Bisogna restare vigili, dicono dall’IUCN: il riscaldamento globale va di pari passo con minacce gravissime come la distruzione di interi ecosistemi e l’estinzione di specie animali e vegetali. 

Il drago di Komodo e il riscaldamento globale

Secondo le ultime indagini dell’IUCN, anche il Drago di Komodo rientra oggi tra le specie classificate come “in pericolo”. La lucertola più grande del regno animale, che vive esclusivamente nel Komodo National Park e nei suoi pressi, in Indonesia, non è un animale indifeso né un piatto tipico, eppure pare che stia scontando pesantemente gli effetti del cambiamento climatico.

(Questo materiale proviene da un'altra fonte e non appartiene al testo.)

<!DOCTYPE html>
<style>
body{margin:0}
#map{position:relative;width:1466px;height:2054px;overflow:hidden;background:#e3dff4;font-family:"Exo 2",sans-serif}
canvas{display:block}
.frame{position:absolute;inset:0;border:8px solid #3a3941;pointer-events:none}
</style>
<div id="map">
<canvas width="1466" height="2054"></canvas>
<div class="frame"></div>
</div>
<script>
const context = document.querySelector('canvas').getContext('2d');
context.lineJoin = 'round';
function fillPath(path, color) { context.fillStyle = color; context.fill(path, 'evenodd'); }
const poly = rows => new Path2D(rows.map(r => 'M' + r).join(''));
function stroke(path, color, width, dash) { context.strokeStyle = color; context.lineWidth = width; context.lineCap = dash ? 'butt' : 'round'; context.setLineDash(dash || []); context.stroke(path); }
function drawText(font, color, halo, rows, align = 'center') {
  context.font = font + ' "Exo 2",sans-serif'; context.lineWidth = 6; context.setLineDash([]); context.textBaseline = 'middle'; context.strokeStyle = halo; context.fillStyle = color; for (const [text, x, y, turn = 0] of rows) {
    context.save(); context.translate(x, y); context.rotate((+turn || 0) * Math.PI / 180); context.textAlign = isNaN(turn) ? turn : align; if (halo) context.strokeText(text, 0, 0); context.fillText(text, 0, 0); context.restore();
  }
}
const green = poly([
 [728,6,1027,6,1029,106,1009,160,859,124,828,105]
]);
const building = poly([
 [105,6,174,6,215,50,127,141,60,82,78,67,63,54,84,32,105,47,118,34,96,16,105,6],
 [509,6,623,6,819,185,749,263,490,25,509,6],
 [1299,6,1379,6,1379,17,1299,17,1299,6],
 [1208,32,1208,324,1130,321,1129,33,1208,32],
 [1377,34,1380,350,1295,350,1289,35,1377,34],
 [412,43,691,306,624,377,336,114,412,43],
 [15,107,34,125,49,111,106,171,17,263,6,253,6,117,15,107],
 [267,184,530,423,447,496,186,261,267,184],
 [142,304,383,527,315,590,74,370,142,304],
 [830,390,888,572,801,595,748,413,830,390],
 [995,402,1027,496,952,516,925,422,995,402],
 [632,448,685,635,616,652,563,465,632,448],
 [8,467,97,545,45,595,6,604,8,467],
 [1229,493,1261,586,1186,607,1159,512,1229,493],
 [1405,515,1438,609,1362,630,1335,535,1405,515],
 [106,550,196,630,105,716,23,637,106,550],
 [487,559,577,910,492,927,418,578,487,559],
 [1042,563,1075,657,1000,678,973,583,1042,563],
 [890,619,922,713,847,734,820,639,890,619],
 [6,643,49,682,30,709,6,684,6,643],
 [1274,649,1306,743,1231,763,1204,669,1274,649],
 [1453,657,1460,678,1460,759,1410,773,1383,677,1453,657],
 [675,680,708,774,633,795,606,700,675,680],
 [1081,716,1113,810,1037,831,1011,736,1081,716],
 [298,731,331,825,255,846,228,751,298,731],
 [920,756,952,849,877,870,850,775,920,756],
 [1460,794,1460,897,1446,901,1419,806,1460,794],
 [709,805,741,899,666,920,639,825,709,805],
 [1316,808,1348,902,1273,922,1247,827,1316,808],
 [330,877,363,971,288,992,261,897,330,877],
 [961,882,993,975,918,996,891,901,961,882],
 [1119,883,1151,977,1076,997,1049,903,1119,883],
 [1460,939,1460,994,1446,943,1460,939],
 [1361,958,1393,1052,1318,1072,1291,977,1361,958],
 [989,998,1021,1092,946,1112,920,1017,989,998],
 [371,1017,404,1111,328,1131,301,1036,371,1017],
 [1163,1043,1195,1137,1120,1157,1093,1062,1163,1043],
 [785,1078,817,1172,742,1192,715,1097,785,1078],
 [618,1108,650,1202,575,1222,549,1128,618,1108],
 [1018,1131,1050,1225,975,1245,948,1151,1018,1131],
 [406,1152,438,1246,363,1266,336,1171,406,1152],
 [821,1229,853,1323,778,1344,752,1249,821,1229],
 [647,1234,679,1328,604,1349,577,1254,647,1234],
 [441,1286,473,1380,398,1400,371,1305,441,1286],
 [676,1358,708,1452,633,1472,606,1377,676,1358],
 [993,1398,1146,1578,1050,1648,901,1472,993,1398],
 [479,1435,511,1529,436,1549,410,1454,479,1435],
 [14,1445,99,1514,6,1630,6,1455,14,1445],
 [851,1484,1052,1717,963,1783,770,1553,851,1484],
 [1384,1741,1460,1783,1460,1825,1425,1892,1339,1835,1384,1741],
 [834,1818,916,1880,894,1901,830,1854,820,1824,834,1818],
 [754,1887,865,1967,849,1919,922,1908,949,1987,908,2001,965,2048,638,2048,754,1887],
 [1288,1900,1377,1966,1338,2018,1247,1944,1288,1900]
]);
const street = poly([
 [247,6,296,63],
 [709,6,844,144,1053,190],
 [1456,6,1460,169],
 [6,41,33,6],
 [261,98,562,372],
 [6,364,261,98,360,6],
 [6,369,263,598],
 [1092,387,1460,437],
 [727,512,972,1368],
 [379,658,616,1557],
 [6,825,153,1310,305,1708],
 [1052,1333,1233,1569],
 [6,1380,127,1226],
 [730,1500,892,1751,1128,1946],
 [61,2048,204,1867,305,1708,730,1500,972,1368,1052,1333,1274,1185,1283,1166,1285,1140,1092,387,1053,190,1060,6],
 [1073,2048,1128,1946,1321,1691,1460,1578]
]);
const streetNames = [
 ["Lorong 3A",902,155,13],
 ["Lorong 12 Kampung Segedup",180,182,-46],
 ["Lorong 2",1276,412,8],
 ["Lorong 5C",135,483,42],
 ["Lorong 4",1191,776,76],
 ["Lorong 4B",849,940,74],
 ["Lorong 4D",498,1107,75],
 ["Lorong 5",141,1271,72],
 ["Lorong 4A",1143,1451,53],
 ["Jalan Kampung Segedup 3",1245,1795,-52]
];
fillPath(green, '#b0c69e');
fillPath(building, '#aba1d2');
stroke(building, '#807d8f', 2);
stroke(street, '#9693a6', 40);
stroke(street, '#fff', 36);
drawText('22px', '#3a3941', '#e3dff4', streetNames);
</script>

L’innalzamento del livello del mare restringerà il suo habitat in maniera drammatica, almeno “del 30% nei prossimi 45 anni”. Il pericolo è dunque alle porte anche per la spaventosa lucertola preistorica senza predatori.

“L’idea che questi animali preistorici si avvicinino all’estinzione in parte per via del cambiamento climatico è terrificante”, afferma Andrew Terry, della Zoological Society di Londra.

Il declino dei draghi di Komodo è “un vibrante appello della natura che vuole essere al centro delle decisioni” politiche sulla salvaguardia della vita sulla Terra.

Con una popolazione di 1.383 esemplari adulti interamente collocata nelle aree a rischio, quella del Drago di Komodo potrebbe diventare una vicenda di eccezionale gravità: i rischi, secondo l’analisi dell’IUCN, riguardano infatti quasi esclusivamente l’alterazione dell’habitat.

Insieme all’aggiornamento della Lista Rossa delle specie in pericolo, l’IUCN ha lanciato ufficialmente il “green status” – il primo standard globale per misurare l’impatto degli sforzi tesi alla tutela delle specie a rischio. “Renderà finalmente visibile un lavoro di tutela invisibile”, afferma Molly Grace dell’Università di Oxford. 

Nel 2019, secondo gli esperti delle Nazioni Unite erano circa un milione le specie a rischio, tanto che i dati lasciavano evocare una sesta estinzione di massa. L’attività dell’IUCN sarà in futuro di fondamentale importanza: secondo jane Smart, potremmo arrivare a istituire aree protette in almeno il 30% della superficie del pianeta.